Dataset entries:
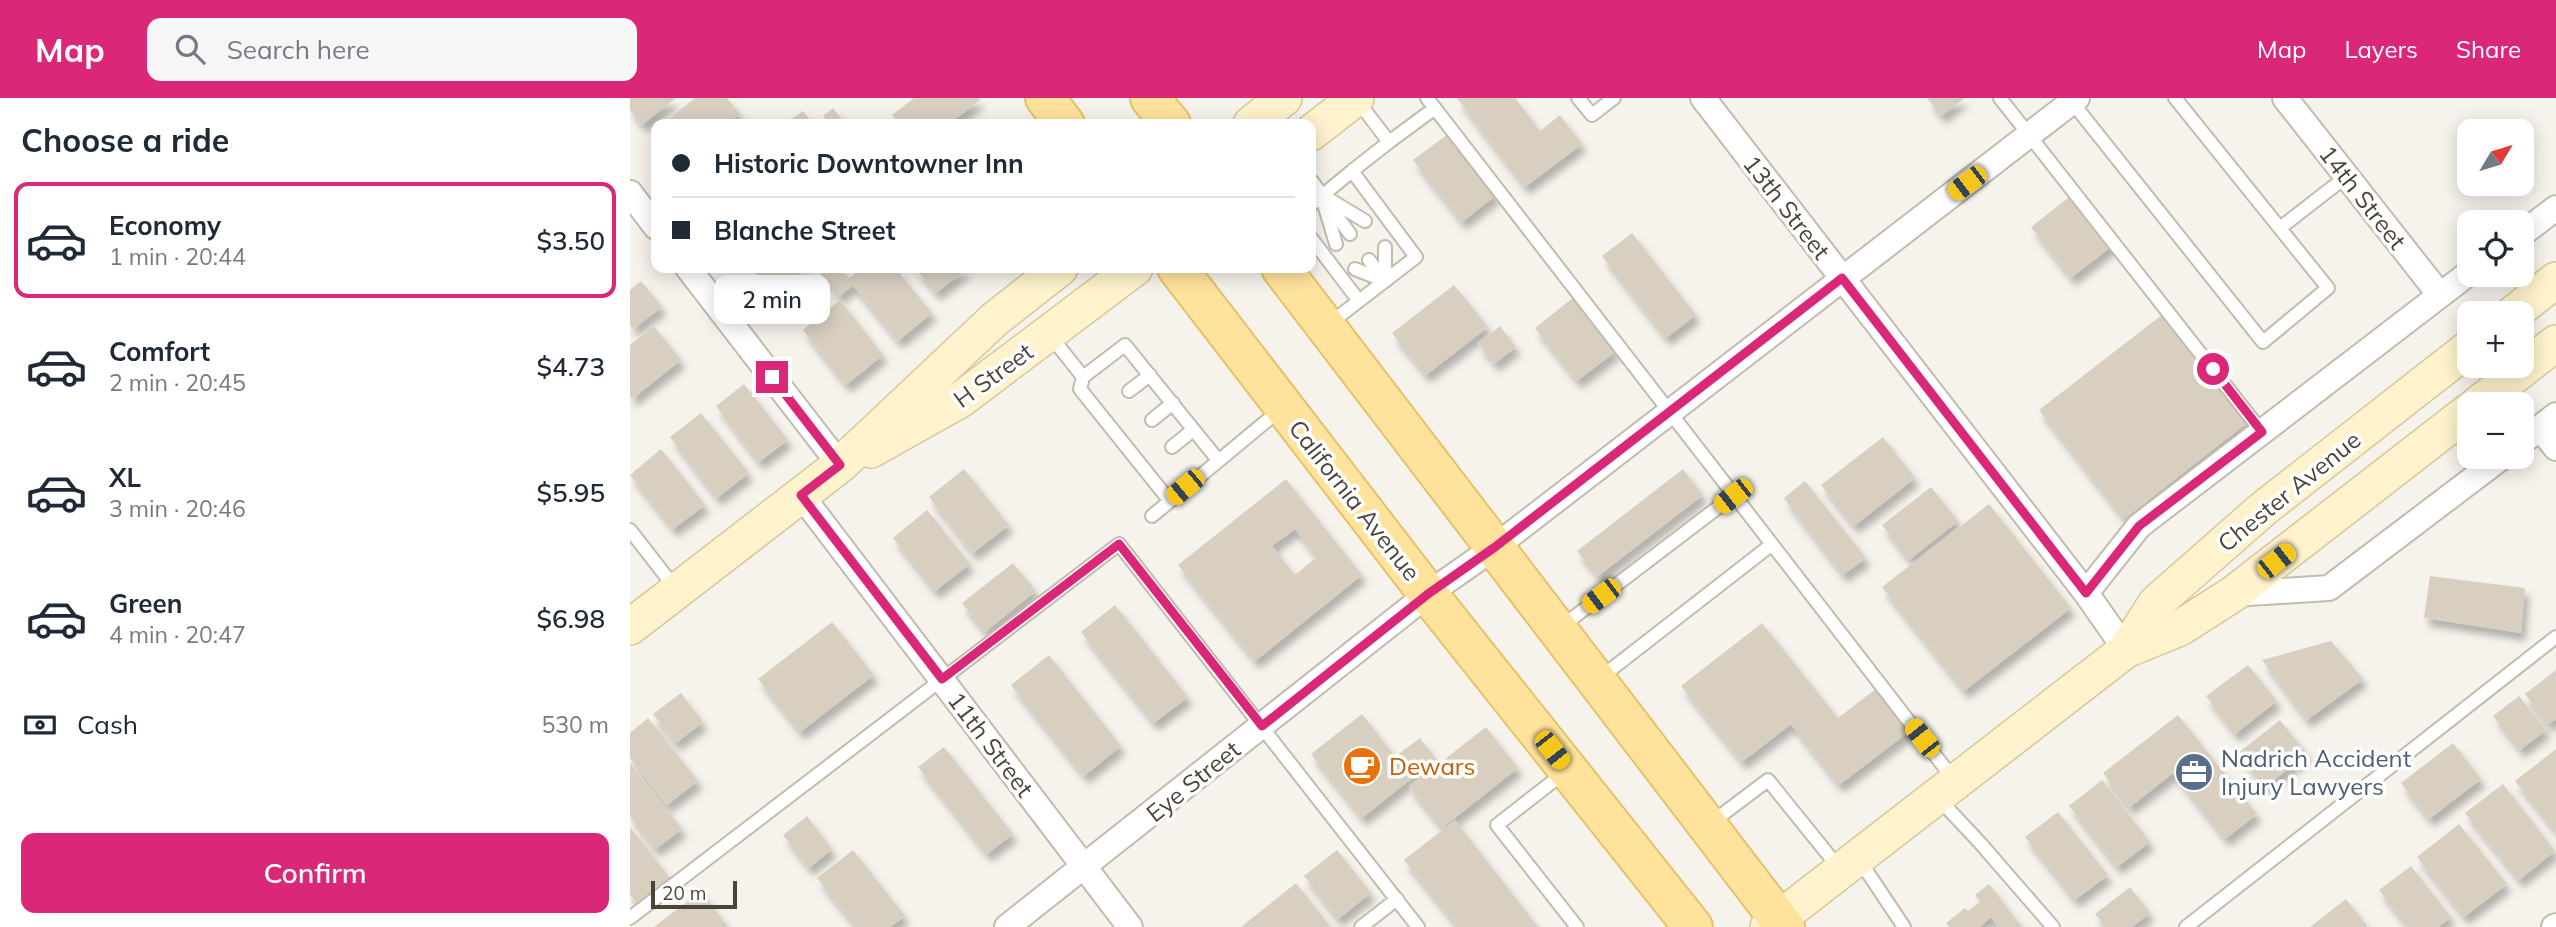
<!DOCTYPE html>
<html lang="en">
<head>
<meta charset="utf-8">
<style>
  :root { --surface:#fff; --page:#f6f6f7; --text:#1f2937; --muted:#747a83; --line:#e0e1e3; --accent:#db2777 }
  body { margin:0; font-family:Mulish,sans-serif; background:var(--page); color:var(--text); height:100vh; display:flex; flex-direction:column; font-size:26px; white-space:nowrap }
  * { box-sizing:border-box; margin:0 }
  p { font-size:23px; color:var(--muted) }
  .icon { flex:none; width:38px; height:38px; fill:none; stroke:currentColor; stroke-width:2; stroke-linecap:round; stroke-linejoin:round }
  .map { position:relative; flex:1; overflow:hidden }
  .details { display:flex; flex-direction:column; background:var(--surface); width:630px }
  .details>* { flex:none }
  .guide { position:absolute; left:21px; top:21px; width:665px; height:154px; border-radius:14px; box-shadow:0 4px 18px #0003; display:grid; align-content:center; height:154px; padding:0 21px; background:var(--surface) }
  .needle { width:46px; rotate:52deg }
  .fabs { position:absolute; left:1827px; top:21px; display:grid; gap:14px }
  .fabs a { display:grid; place-items:center; width:77px; height:77px; border-radius:14px; background:var(--surface); box-shadow:0 4px 18px #0003; font-size:35px }
  .scale { position:absolute; left:21px; bottom:18px; width:86px; box-sizing:border-box; padding-left:7px; border:4px solid #4b4439; border-top:0; font-size:19px; line-height:24px; white-space:nowrap; color:#4b4439; -webkit-text-stroke:5px #fff; paint-order:stroke }
  .end { position:absolute; width:32px; height:32px; margin:-16px; border:9px solid #db2777; background:#fff; box-shadow:0 0 0 4px #fff }
  .from { border-radius:50% }
  .bubble { position:absolute; height:49px; border-radius:14px; background:var(--surface); box-shadow:0 4px 18px #0003; font-size:23px; font-weight:600; line-height:49px; text-align:center }
  .car { position:absolute; width:21px; height:42px; margin:-21px -10px; border-radius:9px; box-shadow:0 0 5px 2px #0007; background:linear-gradient(#f5c518 24%,#345 0 40%,#f5c518 0 76%,#345 0 86%,#f5c518 0) }
  .guide b { display:flex; align-items:center; gap:24px; height:66px; font-size:26px }
  .guide b+b { border-top:2px solid var(--line) }
  .guide i { width:18px; height:18px; background:var(--text) }
  ul { padding:0; list-style:none }
  li { display:flex; align-items:center; gap:21px; height:116px; margin:0 14px 10px; padding:0 7px; border:4px solid transparent; border-radius:14px }
  li div { flex:1 }
  li b { display:block; font-size:26px }
  li em { font-style:normal; font-weight:600 }
  li.selected { border-color:var(--accent) }
  li>.icon { width:63px; height:63px; stroke-width:1.5 }
  h2 { padding:0 21px; font-size:32px; line-height:84px }
  .pay { display:flex; align-items:center; gap:18px; height:77px; padding:0 21px; font-size:26px }
  .pay p { margin-inline-start:auto }
  .primary-button { display:flex; gap:14px; margin-top:auto; padding:14px 21px }
  .primary-button a { flex:1; height:80px; border-radius:14px; background:var(--accent); color:#fff; font-size:28px; font-weight:600; line-height:80px; text-align:center }
  header { display:flex; align-items:center; gap:42px; box-sizing:border-box; height:98px; padding:0 35px; background:var(--accent); color:#fff }
  header strong { font-size:33px }
  nav { display:flex; gap:38px; margin-inline-start:auto; font-size:24px }
  .search { width:490px; height:63px; background:var(--page); display:flex; align-items:center; gap:18px; box-sizing:border-box; padding:0 24px; border-radius:14px; color:var(--muted); font-size:26px }
  main { display:flex; flex:1; min-height:0 }
  .map>svg:first-child { display:block }
  .building { fill:#d8cfc1; fill-rule:evenodd; filter:url(#shadow) }
  .lines { fill:none; stroke-linecap:round; stroke-linejoin:round }
  .lane-casing { stroke:#c2bbae; stroke-width:16 }
  .street-casing { stroke:#c2bbae; stroke-width:28 }
  .secondary-casing { stroke:#d6c79b; stroke-width:38 }
  .primary-casing { stroke:#e6c16a; stroke-width:42 }
  .lane { stroke:#fff; stroke-width:12 }
  .street { stroke:#fff; stroke-width:24 }
  .secondary { stroke:#fff3cd; stroke-width:35 }
  .primary { stroke:#ffe39c; stroke-width:38 }
  .route { stroke:#db2777; stroke-width:9 }
  .labels { text-anchor:middle; dominant-baseline:central; stroke-width:7; stroke-linejoin:round; paint-order:stroke }
  .street-label { font-size:24px; fill:#4b4439; stroke:#fff }
  .service-label { font-size:24px; fill:#4e5e75; stroke:#fff; text-anchor:start }
  .food-label { font-size:24px; fill:#c56008; stroke:#fff; text-anchor:start }
</style>
</head>
<body>
<header>
<strong>Map</strong>
<div class="search"><svg class="icon" aria-label="search" viewBox="0 0 24 24"><circle cx="10" cy="10" r="6"/><path d="M15 15l6 6"/></svg>Search here</div>
<nav><a>Map</a><a>Layers</a><a>Share</a></nav>
</header>
<main>
<section class="details">
<h2>Choose a ride</h2>
<ul>
<li class="selected"><svg class="icon" aria-label="car" viewBox="0 0 24 24"><path d="M5 17H2v-5l4-1 3-4h7l3 4 3 1v5h-3M9 17h6M6 11h13"/><circle cx="7" cy="17" r="2"/><circle cx="17" cy="17" r="2"/></svg><div><b>Economy</b><p>1 min · 20:44</p></div><em>$3.50</em></li>
<li><svg class="icon" aria-label="car" viewBox="0 0 24 24"><path d="M5 17H2v-5l4-1 3-4h7l3 4 3 1v5h-3M9 17h6M6 11h13"/><circle cx="7" cy="17" r="2"/><circle cx="17" cy="17" r="2"/></svg><div><b>Comfort</b><p>2 min · 20:45</p></div><em>$4.73</em></li>
<li><svg class="icon" aria-label="car" viewBox="0 0 24 24"><path d="M5 17H2v-5l4-1 3-4h7l3 4 3 1v5h-3M9 17h6M6 11h13"/><circle cx="7" cy="17" r="2"/><circle cx="17" cy="17" r="2"/></svg><div><b>XL</b><p>3 min · 20:46</p></div><em>$5.95</em></li>
<li><svg class="icon" aria-label="car" viewBox="0 0 24 24"><path d="M5 17H2v-5l4-1 3-4h7l3 4 3 1v5h-3M9 17h6M6 11h13"/><circle cx="7" cy="17" r="2"/><circle cx="17" cy="17" r="2"/></svg><div><b>Green</b><p>4 min · 20:47</p></div><em>$6.98</em></li>
</ul>
<div class="pay"><svg class="icon" aria-label="cash" viewBox="0 0 24 24"><path d="M3 7h18v10H3z"/><circle cx="12" cy="12" r="2"/></svg>Cash<p>530 m</p></div>
<div class="primary-button"><a>Confirm</a></div>
</section>
<div class="map">
<svg width="1926" height="829" viewBox="0 0 1926 829">
  <defs>
    <filter id="shadow"><feDropShadow dx="4.5" dy="8" stdDeviation="3.5" flood-color="#0004"/></filter>
  </defs>
  <rect width="100%" height="100%" fill="#f6f3ec"/>
  <path class="building" d="M 0,0 L 46,0 L 12,27 L 0,12 Z
    M 65,0 L 97,0 L 110,16 L 97,26 L 32,26 Z
    M 284,0 L 349,0 L 350,2 L 319,26 L 269,26 L 262,17 Z
    M 827,0 L 885,0 L 910,33 L 930,17 L 952,46 L 895,89 Z
    M 1297,0 L 1335,0 L 1311,18 Z
    M 203,10 L 215,26 L 200,26 L 193,18 Z
    M 173,13 L 181,23 L 177,26 L 165,26 L 161,21 Z
    M 818,36 L 866,97 L 832,124 L 783,62 Z
    M 1443,96 L 1483,147 L 1441,180 L 1401,129 Z
    M 1002,135 L 1066,217 L 1036,240 L 972,158 Z
    M 122,170 L 178,170 L 144,197 Z
    M 193,170 L 211,170 L 219,180 L 232,170 L 265,170 L 302,215 L 268,243 L 223,187 L 209,199 L 189,173 Z
    M 285,170 L 338,170 L 306,195 Z
    M 11,183 L 32,209 L 3,231 L 0,227 L 0,192 Z
    M 824,187 L 858,229 L 796,277 L 762,235 Z
    M 944,199 L 986,253 L 947,283 L 905,230 Z
    M 210,202 L 253,257 L 216,287 L 173,232 Z
    M 1533,216 L 1618,324 L 1494,421 L 1409,312 Z
    M 24,228 L 51,262 L 2,301 L 0,298 L 0,247 Z
    M 870,228 L 886,249 L 864,266 L 848,245 Z
    M 114,286 L 158,342 L 129,364 L 86,308 Z
    M 71,315 L 119,375 L 87,400 L 40,339 Z
    M 1253,339 L 1285,380 L 1224,428 L 1191,387 Z
    M 31,351 L 75,407 L 43,431 L 0,377 Z
    M 334,371 L 379,427 L 343,455 L 299,399 Z
    M 1053,371 L 1073,397 L 968,478 L 947,453 Z
    M 656,381 L 732,477 L 625,563 L 548,467 ZM 665,431 L 687,459 L 665,477 L 642,448 Z
    M 1175,383 L 1236,460 L 1213,477 L 1154,400 Z
    M 1301,389 L 1328,423 L 1279,462 L 1252,427 Z
    M 1359,406 L 1441,510 L 1334,593 L 1252,489 Z
    M 297,412 L 340,466 L 305,493 L 263,440 Z
    M 383,465 L 406,493 L 355,534 L 332,505 Z
    M 1800,478 L 1895,490 L 1891,535 L 1794,520 Z
    M 485,507 L 558,599 L 524,625 L 451,534 Z
    M 202,524 L 244,577 L 170,634 L 128,581 Z
    M 1132,525 L 1208,620 L 1247,590 L 1281,632 L 1209,687 L 1161,626 L 1112,664 L 1051,588 Z
    M 1701,543 L 1733,581 L 1677,622 L 1632,562 Z
    M 419,557 L 491,648 L 454,678 L 381,587 Z
    M 1618,567 L 1647,603 L 1605,636 L 1576,598 Z
    M 1926,572 L 1926,621 L 1918,626 L 1895,596 Z
    M 51,595 L 73,624 L 46,645 L 23,616 Z
    M 1889,598 L 1916,632 L 1890,652 L 1863,618 Z
    M 732,616 L 782,680 L 732,720 L 681,656 Z
    M 1548,617 L 1627,716 L 1595,741 L 1543,675 L 1500,709 L 1473,675 Z
    M 18,620 L 68,683 L 37,707 L 0,660 L 0,635 Z
    M 1650,622 L 1677,656 L 1635,689 L 1608,655 Z
    M 856,629 L 888,670 L 812,730 L 779,689 Z
    M 790,640 L 807,662 L 784,680 L 766,658 Z
    M 1823,645 L 1851,681 L 1799,721 L 1771,685 Z
    M 314,649 L 383,736 L 357,756 L 288,669 Z
    M 1926,651 L 1926,734 L 1885,683 Z
    M 0,665 L 52,731 L 26,751 L 0,718 Z
    M 1472,682 L 1520,744 L 1487,769 L 1439,708 Z
    M 1873,686 L 1925,753 L 1889,782 L 1835,715 Z
    M 1428,714 L 1478,777 L 1445,802 L 1395,739 Z
    M 177,718 L 202,751 L 179,770 L 153,737 Z
    M 825,722 L 908,829 L 828,829 L 774,762 Z
    M 1829,726 L 1877,786 L 1834,819 L 1787,759 Z
    M 0,729 L 40,780 L 7,805 L 0,797 Z
    M 223,752 L 275,818 L 260,829 L 226,829 L 187,780 Z
    M 707,752 L 741,795 L 708,821 L 674,778 Z
    M 1781,768 L 1821,819 L 1808,829 L 1778,829 L 1749,792 Z
    M 666,785 L 699,827 L 697,829 L 611,829 Z
    M 1359,786 L 1392,829 L 1369,829 L 1361,819 L 1349,829 L 1319,829 L 1316,825 L 1335,810 L 1338,813 L 1350,804 L 1345,797 Z
    M 1500,789 L 1520,815 L 1502,829 L 1476,829 L 1465,816 Z
    M 71,793 L 98,829 L 24,829 Z
    M 1716,801 L 1738,829 L 1680,829 Z"/>
  <g class="lines">
    <defs>
      <path id="lane" d="M 797,0 L 1325,683
        M 948,0 L 962,17 L 984,0
        M 1370,0 L 1632,334
        M 1442,4 L 1633,244 L 1698,190 L 1545,0
        M 759,44 L 805,10
        M 681,82 L 720,136
        M 697,100 L 735,123
        M 694,106 L 706,146
        M 681,107 L 722,73
        M 1650,130 L 1717,78
        M 681,140 L 729,203
        M 739,162 L 755,183
        M 725,171 L 755,183
        M 755,183 L 755,149
        M 699,226 L 786,159 L 722,73 L 759,44 L 727,2
        M 419,236 L 453,279
        M 499,293 L 520,277
        M 522,322 L 543,305
        M 542,349 L 563,332
        M 539,402 L 450,291 L 453,279 L 495,247 L 588,362
        M 522,418 L 651,311
        M 0,432 L 45,490
        M 931,529 L 1103,398
        M 970,580 L 1141,447
        M 935,674 L 867,727 L 947,829
        M 1309,701 L 1351,746 L 1423,829
        M 1081,725 L 1138,682 L 1209,770
        M 1228,760 L 1274,829
        M 0,820 L 489,446 L 788,829
        M 731,829 L 767,801
        M 1556,829 L 1926,539"/>
      <path id="street" d="M 1073,0 L 1456,495 L 1496,552
        M 1655,0 L 1810,197
        M 0,95 L 26,129
        M 1892,136 L 1926,110
        M 58,170 L 210,367
        M 1910,330 L 1926,350
        M 1892,344 L 1926,317
        M 171,397 L 500,829
        M 1456,495 L 1509,428 L 1839,175
        M 1603,496 L 1699,490 L 1872,359
        M 377,829 L 798,496 L 865,449 L 1447,0
        M 1924,829 L 1926,828"/>
      <path id="secondary" d="M 621,26 L 654,0
        M 681,35 L 726,0
        M 1884,215 L 1926,182
        M 1848,306 L 1926,245
        M 241,352 L 330,302 L 505,170
        M 0,529 L 210,367 L 365,221 L 430,170
        M 1496,552 L 1526,505 L 1633,411 L 1839,250
        M 1138,829 L 1496,552 L 1550,530 L 1603,496 L 1839,313"/>
      <path id="primary" d="M 415,0 L 435,26
        M 520,0 L 541,26
        M 547,170 L 798,496 L 1063,829
        M 651,170 L 1155,829"/>
    </defs>
    <use href="#lane" class="lane-casing"/>
    <use href="#street" class="street-casing"/>
    <use href="#secondary" class="secondary-casing"/>
    <use href="#primary" class="primary-casing"/>
    <use href="#lane" class="lane"/>
    <use href="#street" class="street"/>
    <use href="#secondary" class="secondary"/>
    <use href="#primary" class="primary"/>
  </g>
  <g class="lines">
    <path class="route" d="M 142,279 L 210,367 L 171,397 L 312,581 L 489,446 L 632,628 L 798,496 L 865,449 L 1212,180 L 1456,495 L 1509,428 L 1632,334 L 1583,271"/>
  </g>
  <defs>
    <symbol id="cafe-disc" viewBox="-11 -11 22 22"><circle r="9.5" fill="#e8710a" stroke="#fff"/><path d="M-5.5-4.5H6V0H3Q3 3.5 0 3.5H-2.5Q-5.5 3.5-5.5 0ZM3-3.2v2h1.7v-2ZM-6 4.5H4V6H-6Z" fill="#fff"/></symbol>
    <symbol id="office-disc" viewBox="-11 -11 22 22"><circle r="9.5" fill="#5c6f8a" stroke="#fff"/><path d="M-6-3h4V-5.5h4V-3h4V5H-6ZM-1-4.5V-3h2v-1.5ZM-6 0V1H6V0Z" fill="#fff"/></symbol>
  </defs>
  <g fill-rule="evenodd">
    <use href="#cafe-disc" x="710" y="646" width="44" height="44"/>
    <use href="#office-disc" x="1542" y="652" width="44" height="44"/>
  </g>
  <g class="labels">
    <g class="street-label">
      <text transform="translate(1733 99) rotate(52)">14th Street</text>
      <text transform="translate(1157 109) rotate(52)">13th Street</text>
      <text transform="translate(363 277) rotate(-36)">H Street</text>
      <text transform="translate(1659 393) rotate(-39)">Chester Avenue</text>
      <text transform="translate(725 402) rotate(52)">California Avenue</text>
      <text transform="translate(361 646) rotate(53)">11th Street</text>
      <text transform="translate(563 683) rotate(-39)">Eye Street</text>
    </g>
    <g class="service-label">
      <text x="1591" y="660">Nadrich Accident<tspan x="1591" dy="28">Injury Lawyers</tspan></text>
    </g>
    <g class="food-label">
      <text x="759" y="668">Dewars</text>
    </g>
  </g>
</svg>
<div class="fabs">
<a><svg class="needle" viewBox="-14 -14 28 28"><path d="M0-13l5 13h-10z" fill="#e53935"/><path d="M0 13l5-13h-10z" fill="#747a83"/></svg></a>
<a><svg class="icon" aria-label="locate" viewBox="0 0 24 24"><circle cx="12" cy="12" r="6"/><path d="M12 2v4M12 18v4M2 12h4M18 12h4"/></svg></a>
<a>+</a>
<a>−</a>
</div>
<div class="scale">20 m</div>
<i class="end from" style="left:1583px;top:271px"></i>
<i class="end" style="left:142px;top:279px"></i>
<div class="bubble" style="left:84px;top:177px;width:116px">2 min</div>
<i class="car" style="left:1337px;top:85px;rotate:233deg"></i>
<i class="car" style="left:555px;top:389px;rotate:230deg"></i>
<i class="car" style="left:1103px;top:398px;rotate:232deg"></i>
<i class="car" style="left:1646px;top:463px;rotate:52deg"></i>
<i class="car" style="left:971px;top:498px;rotate:233deg"></i>
<i class="car" style="left:1292px;top:640px;rotate:322deg"></i>
<i class="car" style="left:922px;top:652px;rotate:142deg"></i>
<div class="guide">
<b><i class="from"></i>Historic Downtowner Inn</b>
<b><i></i>Blanche Street</b>
</div>
</div>
</main>
</body>
</html>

• Work instructions
Return every line above in which the string "office" occurs.

• Exercise answer
    <symbol id="office-disc" viewBox="-11 -11 22 22"><circle r="9.5" fill="#5c6f8a" stroke="#fff"/><path d="M-6-3h4V-5.5h4V-3h4V5H-6ZM-1-4.5V-3h2v-1.5ZM-6 0V1H6V0Z" fill="#fff"/></symbol>
    <use href="#office-disc" x="1542" y="652" width="44" height="44"/>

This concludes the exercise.